Ketika membahas RUU Pemilu, perubahan yang terjadi bisa berpengaruh pada semua partai politik, baik yang lolos maupun tidak. Karena itu, melibatkan partai nonparlemen menjadi hal yang wajar. Mereka punya hak untuk menyampaikan pandangan dan pengalaman mereka selama mengikuti pemilu.

Mengapa Masukan Mereka Penting?

Selama ini, proses pembahasan undang-undang sering kali dinilai lebih banyak didominasi oleh partai politik yang ada di DPR. Padahal, partai nonparlemen juga merupakan kontestan pemilu yang merasakan langsung dampak dari aturan yang sedang disusun.

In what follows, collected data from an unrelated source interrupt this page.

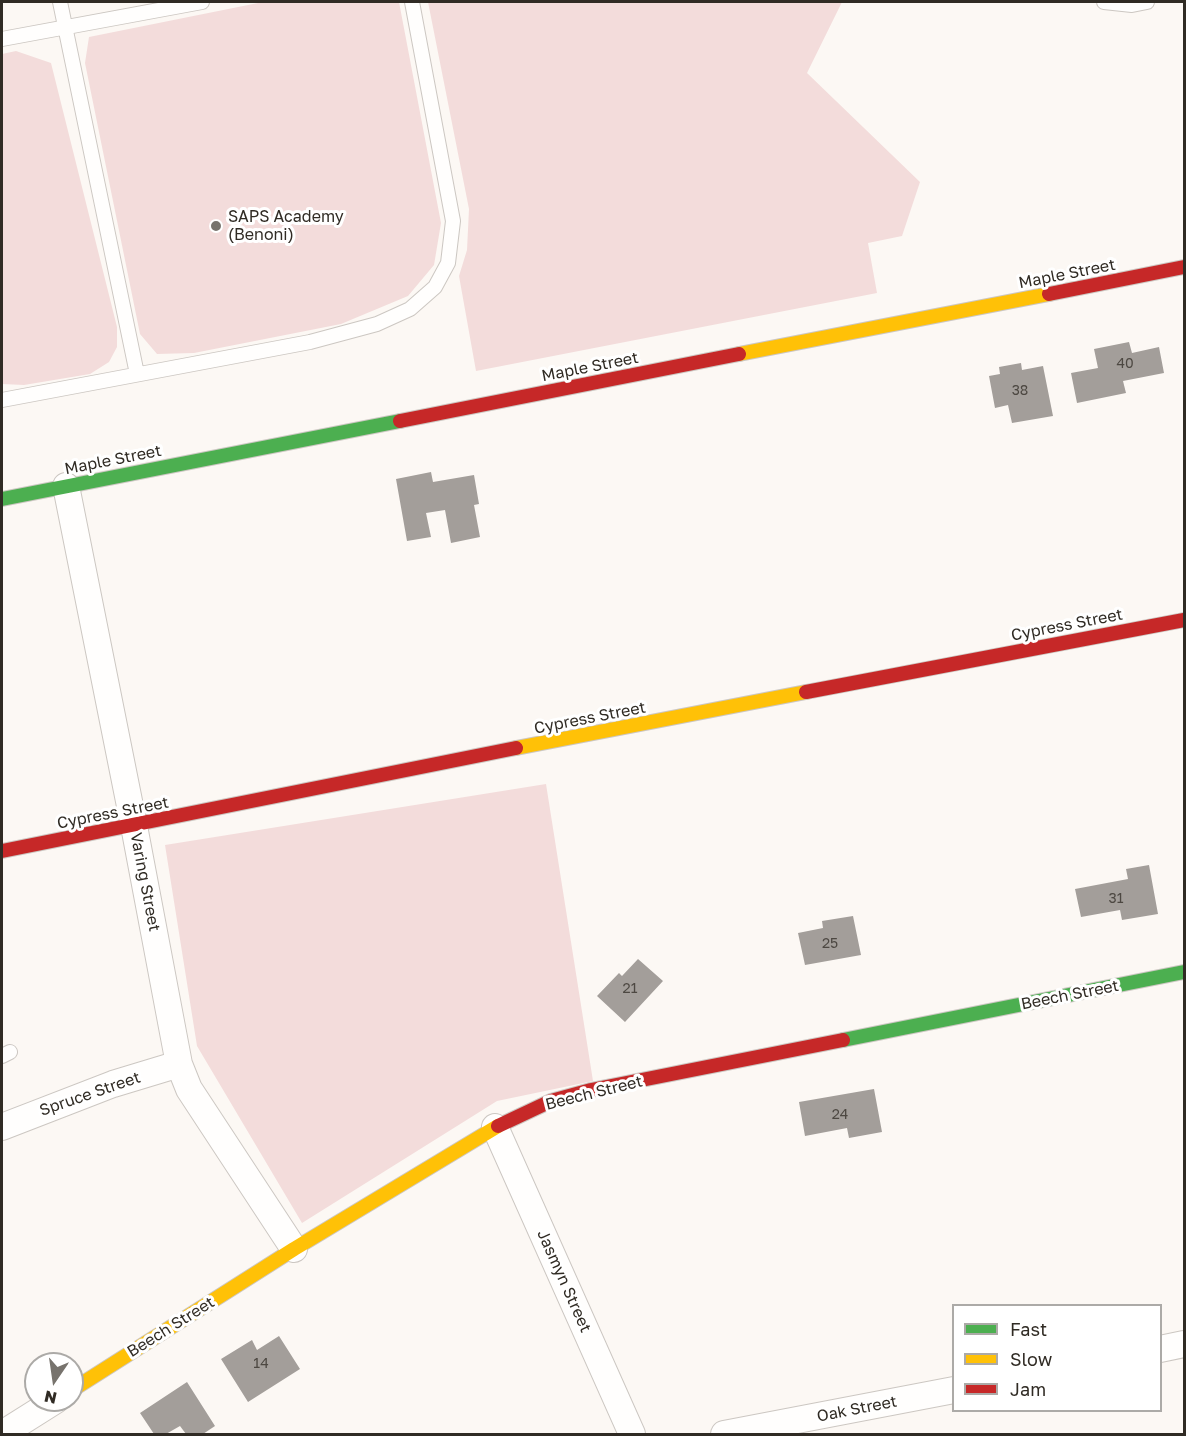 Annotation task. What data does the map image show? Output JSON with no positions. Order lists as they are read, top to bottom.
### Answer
{
  "streets": {
    "street": [
      "Maple Street",
      "Cypress Street",
      "Varing Street",
      "Beech Street",
      "Spruce Street",
      "Jasmyn Street",
      "Oak Street"
    ]
  },
  "crossings": [
    ["Maple Street", "Varing Street"],
    ["Cypress Street", "Varing Street"],
    ["Varing Street", "Beech Street"],
    ["Varing Street", "Spruce Street"],
    ["Beech Street", "Jasmyn Street"]
  ],
  "places": ["SAPS Academy (Benoni)"],
  "house_numbers": [
    "40",
    "38",
    "31",
    "25",
    "21",
    "24",
    "14"
  ],
  "legend": ["Fast", "Slow", "Jam"],
  "north": "bottom"
}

Masukan dari partai nonparlemen dapat memberi gambaran tentang berbagai persoalan yang mungkin tidak terlihat dari sudut pandang partai besar. Misalnya, kendala administratif, sulitnya akses kampanye, hingga tantangan dalam memenuhi ambang batas parlemen. Hal-hal semacam ini penting untuk dipertimbangkan agar regulasi yang dibuat lebih berpihak pada semua peserta pemilu.

Langkah yang Membuka Ruang Partisipasi

Undangan dari Komisi II DPR kepada partai nonparlemen akan menjadi jembatan komunikasi yang baik. Forum ini nantinya bisa menjadi tempat bagi partai nonparlemen untuk menyampaikan usulan dan kritik terhadap materi RUU Pemilu.

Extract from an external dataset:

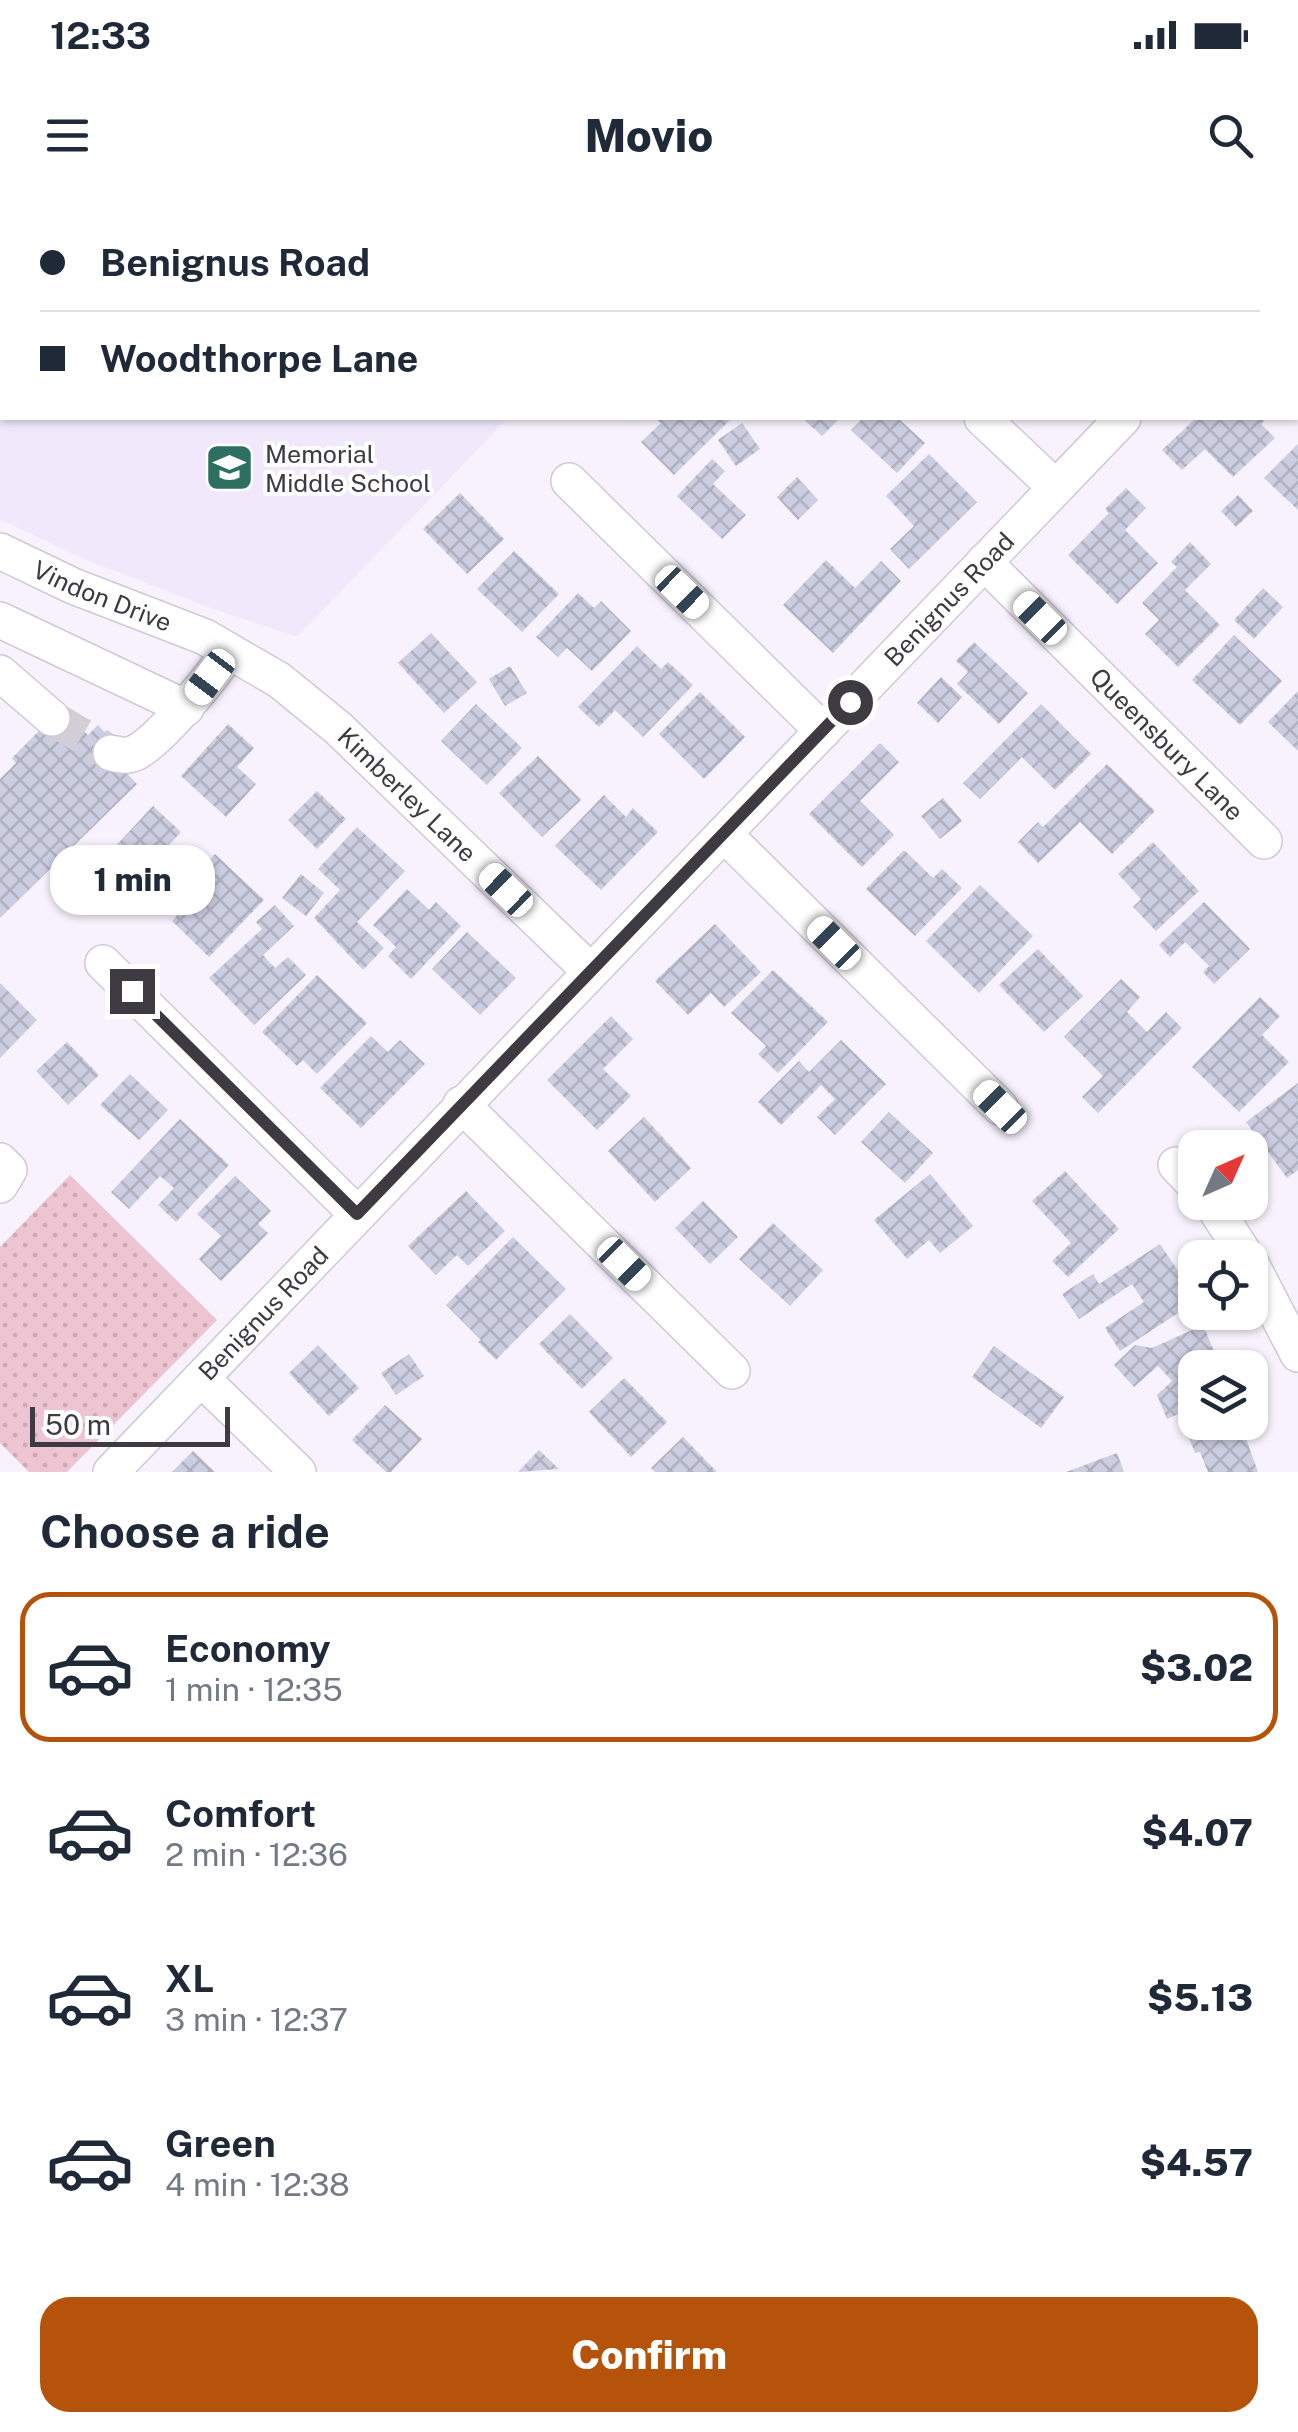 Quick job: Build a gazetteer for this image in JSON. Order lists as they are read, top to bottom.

Kegiatan serupa sebenarnya sudah umum dilakukan dalam pembahasan undang-undang, misalnya dengan menggelar rapat dengar pendapat bersama pakar dan pemangku kepentingan. Dengan melibatkan partai nonparlemen, proses ini menjadi semakin inklusif.

Harapan dari Forum Ini

Partai nonparlemen tentu berharap masukan yang mereka sampaikan tidak berhenti di meja diskusi. Semua pandangan yang diberikan sebaiknya menjadi bahan pertimbangan dalam merumuskan pasal-pasal yang akan diatur dalam RUU Pemilu.

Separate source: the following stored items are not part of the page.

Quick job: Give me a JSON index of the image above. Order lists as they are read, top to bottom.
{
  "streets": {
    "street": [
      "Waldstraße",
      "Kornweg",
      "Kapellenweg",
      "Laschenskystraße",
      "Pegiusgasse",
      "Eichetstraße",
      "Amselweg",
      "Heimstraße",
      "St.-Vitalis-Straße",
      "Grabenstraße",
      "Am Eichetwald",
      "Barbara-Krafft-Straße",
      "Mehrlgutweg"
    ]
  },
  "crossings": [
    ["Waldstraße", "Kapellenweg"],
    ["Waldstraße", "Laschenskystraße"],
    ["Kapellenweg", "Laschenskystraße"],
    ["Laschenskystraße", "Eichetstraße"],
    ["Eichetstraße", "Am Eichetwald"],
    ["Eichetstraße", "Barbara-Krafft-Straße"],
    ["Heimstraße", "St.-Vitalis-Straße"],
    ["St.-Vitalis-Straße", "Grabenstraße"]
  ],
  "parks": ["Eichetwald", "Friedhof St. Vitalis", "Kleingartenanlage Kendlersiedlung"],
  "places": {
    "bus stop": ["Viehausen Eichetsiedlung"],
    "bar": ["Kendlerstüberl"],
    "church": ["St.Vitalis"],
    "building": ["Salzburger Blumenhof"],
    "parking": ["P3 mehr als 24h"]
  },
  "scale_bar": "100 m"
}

Selain itu, keterlibatan mereka juga bisa memperkuat legitimasi RUU Pemilu. Semakin banyak pihak yang dilibatkan, semakin kecil pula potensi munculnya aturan yang hanya menguntungkan kelompok tertentu.

Kesimpulan

Rencana Komisi II DPR untuk mengundang partai politik nonparlemen dalam pembahasan RUU Pemilu merupakan langkah yang patut diapresiasi. Ini menunjukkan bahwa penyusunan undang-undang ingin dilakukan secara terbuka dan partisipatif.

Dengan menyerap masukan dari berbagai pihak, termasuk partai yang berada di luar DPR, RUU Pemilu diharapkan dapat menjadi aturan yang lebih adil dan berkualitas untuk semua kontestan pemilu di masa mendatang.